* TASK REQUIREMENTS: Go through the entries below and return every line that contains "song".

* EXERCISE INPUT:
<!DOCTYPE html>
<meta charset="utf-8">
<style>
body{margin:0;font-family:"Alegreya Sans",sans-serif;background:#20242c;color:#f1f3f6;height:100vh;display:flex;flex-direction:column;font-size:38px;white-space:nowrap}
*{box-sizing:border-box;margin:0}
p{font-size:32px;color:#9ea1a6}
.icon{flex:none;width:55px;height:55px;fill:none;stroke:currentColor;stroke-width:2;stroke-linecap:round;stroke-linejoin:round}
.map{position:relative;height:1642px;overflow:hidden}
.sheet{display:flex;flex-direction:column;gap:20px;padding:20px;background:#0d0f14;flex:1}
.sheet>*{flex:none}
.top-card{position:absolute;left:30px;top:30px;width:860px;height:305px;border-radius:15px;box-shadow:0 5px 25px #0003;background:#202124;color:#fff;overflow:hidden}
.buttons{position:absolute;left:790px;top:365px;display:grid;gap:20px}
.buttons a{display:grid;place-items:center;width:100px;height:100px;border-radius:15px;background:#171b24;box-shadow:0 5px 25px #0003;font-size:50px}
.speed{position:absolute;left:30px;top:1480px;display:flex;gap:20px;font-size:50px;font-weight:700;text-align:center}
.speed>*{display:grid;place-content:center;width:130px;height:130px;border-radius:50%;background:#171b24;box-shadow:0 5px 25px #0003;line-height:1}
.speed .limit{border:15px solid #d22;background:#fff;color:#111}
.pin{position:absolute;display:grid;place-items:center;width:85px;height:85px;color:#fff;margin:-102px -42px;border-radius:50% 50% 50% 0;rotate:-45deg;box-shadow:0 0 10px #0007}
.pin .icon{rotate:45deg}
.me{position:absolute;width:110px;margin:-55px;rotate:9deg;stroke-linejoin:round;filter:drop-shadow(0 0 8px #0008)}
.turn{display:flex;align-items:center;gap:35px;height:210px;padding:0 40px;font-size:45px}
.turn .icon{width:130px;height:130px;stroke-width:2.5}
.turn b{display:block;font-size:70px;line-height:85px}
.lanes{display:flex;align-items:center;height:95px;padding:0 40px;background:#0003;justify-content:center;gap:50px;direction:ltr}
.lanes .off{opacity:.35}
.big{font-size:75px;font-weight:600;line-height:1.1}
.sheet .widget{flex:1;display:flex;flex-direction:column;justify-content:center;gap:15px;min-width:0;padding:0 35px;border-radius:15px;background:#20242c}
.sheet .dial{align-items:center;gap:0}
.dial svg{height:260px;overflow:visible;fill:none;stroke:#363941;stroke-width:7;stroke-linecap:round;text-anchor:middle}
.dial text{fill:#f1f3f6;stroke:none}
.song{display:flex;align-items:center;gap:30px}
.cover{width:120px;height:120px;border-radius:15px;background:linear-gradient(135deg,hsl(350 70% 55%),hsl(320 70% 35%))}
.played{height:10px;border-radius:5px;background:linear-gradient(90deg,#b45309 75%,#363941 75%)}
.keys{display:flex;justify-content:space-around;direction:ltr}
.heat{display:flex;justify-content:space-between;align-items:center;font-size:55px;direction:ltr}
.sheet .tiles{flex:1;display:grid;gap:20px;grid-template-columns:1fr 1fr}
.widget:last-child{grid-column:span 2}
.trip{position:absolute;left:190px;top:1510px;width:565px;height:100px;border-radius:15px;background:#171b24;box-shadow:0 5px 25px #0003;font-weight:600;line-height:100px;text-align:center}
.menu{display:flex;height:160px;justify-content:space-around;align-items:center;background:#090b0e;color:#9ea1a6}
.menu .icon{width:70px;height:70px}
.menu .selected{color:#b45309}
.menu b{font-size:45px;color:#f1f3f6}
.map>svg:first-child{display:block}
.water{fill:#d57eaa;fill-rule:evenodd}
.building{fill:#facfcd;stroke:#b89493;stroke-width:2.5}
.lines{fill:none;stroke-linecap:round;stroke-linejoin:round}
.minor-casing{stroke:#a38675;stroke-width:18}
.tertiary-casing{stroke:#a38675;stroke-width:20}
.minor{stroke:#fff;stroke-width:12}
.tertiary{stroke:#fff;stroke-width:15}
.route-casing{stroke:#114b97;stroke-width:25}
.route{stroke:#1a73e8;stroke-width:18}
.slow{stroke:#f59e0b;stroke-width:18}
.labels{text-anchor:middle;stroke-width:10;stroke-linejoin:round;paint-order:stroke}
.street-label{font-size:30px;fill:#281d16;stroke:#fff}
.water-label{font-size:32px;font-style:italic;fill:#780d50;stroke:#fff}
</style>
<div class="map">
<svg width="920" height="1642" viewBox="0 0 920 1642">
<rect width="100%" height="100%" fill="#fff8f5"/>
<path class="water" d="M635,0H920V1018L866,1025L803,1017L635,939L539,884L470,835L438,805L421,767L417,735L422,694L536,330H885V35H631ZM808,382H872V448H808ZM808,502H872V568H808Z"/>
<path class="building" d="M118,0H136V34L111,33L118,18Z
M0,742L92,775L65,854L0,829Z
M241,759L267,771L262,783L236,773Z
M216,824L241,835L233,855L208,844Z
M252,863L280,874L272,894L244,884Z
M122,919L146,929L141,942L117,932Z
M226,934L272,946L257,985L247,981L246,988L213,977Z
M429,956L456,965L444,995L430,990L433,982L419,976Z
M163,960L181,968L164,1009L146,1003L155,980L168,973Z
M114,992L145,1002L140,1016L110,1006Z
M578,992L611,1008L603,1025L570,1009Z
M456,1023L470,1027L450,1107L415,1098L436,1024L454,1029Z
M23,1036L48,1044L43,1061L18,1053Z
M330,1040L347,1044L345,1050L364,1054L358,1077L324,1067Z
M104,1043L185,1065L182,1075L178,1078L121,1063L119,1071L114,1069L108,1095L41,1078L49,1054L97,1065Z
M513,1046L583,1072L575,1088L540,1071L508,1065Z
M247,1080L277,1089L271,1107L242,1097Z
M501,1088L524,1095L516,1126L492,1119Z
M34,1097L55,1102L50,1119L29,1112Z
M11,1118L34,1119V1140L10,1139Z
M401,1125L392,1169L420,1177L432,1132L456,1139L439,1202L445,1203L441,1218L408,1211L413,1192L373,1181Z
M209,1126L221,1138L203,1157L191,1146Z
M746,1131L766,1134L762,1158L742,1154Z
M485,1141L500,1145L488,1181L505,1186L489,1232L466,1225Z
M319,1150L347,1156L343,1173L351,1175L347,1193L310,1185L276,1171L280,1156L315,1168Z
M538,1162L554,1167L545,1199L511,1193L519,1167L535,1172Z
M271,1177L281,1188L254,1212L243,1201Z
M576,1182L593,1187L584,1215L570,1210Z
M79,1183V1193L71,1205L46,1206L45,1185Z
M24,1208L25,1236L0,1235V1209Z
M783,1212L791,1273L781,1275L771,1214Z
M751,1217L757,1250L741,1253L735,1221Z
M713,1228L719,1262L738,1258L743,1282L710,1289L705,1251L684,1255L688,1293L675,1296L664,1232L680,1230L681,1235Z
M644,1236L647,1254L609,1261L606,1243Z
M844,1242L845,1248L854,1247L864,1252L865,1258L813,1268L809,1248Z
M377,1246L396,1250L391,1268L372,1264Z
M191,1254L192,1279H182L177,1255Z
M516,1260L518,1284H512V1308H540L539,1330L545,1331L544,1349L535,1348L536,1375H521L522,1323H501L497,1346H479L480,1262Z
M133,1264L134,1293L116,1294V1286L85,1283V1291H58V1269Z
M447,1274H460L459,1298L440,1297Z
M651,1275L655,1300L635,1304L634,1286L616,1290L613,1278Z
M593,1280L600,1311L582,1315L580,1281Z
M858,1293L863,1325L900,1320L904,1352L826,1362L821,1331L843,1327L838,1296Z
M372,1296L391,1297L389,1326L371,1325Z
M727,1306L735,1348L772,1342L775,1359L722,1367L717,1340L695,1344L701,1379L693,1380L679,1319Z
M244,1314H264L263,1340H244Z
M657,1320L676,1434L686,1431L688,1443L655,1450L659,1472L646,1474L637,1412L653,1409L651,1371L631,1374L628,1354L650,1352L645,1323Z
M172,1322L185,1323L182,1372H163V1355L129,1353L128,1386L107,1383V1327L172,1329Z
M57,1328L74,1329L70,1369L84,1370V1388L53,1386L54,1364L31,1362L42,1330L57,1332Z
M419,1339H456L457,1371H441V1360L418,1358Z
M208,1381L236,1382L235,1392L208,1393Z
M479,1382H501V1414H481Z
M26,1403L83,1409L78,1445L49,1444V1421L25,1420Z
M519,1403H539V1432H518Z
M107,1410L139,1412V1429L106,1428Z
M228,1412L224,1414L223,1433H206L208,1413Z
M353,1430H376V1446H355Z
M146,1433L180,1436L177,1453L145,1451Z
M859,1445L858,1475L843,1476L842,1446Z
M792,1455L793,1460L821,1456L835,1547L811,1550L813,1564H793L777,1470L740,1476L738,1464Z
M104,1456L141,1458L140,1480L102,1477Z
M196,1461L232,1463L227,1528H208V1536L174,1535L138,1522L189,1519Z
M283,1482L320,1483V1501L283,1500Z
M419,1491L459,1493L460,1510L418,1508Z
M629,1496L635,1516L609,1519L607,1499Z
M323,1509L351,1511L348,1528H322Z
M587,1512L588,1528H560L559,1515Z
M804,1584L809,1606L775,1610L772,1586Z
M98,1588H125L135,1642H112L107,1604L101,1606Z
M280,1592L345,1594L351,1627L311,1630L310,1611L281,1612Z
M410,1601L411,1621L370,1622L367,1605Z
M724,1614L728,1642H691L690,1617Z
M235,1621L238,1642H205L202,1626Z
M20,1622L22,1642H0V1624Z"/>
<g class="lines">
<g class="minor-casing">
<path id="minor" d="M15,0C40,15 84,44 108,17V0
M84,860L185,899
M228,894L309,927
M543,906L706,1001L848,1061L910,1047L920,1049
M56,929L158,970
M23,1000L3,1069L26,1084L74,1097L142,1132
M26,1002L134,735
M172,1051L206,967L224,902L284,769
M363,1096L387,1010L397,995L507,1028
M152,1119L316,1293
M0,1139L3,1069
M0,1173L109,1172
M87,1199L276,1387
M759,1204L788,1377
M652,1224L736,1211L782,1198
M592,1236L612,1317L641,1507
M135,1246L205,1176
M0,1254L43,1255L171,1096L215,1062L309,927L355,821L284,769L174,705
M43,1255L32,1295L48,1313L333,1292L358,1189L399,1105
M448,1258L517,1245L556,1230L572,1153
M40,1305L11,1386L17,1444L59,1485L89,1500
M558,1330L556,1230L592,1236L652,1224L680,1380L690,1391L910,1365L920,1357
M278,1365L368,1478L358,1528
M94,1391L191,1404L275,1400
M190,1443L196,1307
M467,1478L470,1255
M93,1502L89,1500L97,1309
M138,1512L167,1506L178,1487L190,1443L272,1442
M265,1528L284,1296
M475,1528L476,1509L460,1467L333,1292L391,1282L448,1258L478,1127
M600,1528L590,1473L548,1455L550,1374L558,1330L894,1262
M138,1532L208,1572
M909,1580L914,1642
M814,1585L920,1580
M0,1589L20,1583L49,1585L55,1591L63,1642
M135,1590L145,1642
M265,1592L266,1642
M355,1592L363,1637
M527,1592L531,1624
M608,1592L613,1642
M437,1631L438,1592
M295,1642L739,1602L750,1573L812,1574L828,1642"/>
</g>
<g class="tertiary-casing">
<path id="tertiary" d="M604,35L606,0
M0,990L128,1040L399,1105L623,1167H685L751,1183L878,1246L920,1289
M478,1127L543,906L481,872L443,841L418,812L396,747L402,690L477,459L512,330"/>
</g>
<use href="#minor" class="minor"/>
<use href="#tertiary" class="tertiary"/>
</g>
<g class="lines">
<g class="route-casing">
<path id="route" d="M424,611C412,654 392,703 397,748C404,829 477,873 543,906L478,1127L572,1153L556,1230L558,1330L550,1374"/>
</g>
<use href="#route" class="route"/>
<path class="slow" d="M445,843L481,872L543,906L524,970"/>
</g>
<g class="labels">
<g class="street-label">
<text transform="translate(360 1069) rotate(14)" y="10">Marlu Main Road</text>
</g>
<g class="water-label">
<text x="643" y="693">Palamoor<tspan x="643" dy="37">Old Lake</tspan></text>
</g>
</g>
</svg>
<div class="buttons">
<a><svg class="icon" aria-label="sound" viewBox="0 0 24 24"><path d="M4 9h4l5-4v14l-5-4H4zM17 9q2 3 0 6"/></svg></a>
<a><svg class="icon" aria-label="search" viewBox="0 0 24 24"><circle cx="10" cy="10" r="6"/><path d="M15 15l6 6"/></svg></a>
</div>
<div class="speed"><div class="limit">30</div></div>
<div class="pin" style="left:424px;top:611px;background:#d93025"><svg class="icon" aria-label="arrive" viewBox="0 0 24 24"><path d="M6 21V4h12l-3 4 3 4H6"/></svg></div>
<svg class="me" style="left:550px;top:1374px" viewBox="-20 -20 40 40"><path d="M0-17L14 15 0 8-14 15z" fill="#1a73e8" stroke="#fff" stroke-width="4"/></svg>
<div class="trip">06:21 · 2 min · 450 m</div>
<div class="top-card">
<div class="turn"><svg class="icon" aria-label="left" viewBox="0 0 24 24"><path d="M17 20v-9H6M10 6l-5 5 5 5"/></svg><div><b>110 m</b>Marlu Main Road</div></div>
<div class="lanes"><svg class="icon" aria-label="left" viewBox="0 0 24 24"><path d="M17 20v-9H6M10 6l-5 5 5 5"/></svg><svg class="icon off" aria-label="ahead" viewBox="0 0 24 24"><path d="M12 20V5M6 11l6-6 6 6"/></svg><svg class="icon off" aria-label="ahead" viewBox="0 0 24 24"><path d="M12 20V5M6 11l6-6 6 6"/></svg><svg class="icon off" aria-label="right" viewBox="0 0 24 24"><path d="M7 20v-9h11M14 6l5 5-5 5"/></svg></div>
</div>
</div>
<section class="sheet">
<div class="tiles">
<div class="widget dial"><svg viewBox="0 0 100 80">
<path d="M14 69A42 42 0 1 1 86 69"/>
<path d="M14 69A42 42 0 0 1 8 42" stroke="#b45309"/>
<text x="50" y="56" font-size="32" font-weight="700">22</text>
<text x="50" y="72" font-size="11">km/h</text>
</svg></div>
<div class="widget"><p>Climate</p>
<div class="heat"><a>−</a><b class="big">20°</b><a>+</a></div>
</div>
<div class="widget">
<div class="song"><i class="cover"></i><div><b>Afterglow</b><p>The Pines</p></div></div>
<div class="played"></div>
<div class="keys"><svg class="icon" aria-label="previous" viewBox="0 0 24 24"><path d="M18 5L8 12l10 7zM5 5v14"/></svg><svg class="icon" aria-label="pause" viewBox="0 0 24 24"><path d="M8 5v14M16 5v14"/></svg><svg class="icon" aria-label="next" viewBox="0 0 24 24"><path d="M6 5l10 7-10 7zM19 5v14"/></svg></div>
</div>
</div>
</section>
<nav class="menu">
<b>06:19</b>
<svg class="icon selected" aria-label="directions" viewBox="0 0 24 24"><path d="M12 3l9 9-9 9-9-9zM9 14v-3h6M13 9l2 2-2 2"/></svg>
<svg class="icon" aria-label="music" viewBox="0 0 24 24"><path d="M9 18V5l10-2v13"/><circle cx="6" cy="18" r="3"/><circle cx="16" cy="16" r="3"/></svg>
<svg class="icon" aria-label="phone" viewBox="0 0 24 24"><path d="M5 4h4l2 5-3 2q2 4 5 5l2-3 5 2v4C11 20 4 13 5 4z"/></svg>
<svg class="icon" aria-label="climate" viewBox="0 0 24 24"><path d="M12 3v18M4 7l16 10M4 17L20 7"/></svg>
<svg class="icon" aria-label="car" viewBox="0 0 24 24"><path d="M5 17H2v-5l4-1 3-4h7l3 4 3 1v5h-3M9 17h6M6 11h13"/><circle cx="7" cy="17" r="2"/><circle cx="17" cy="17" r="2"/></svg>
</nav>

* EXERCISE SOLUTION:
.song{display:flex;align-items:center;gap:30px}
<div class="song"><i class="cover"></i><div><b>Afterglow</b><p>The Pines</p></div></div>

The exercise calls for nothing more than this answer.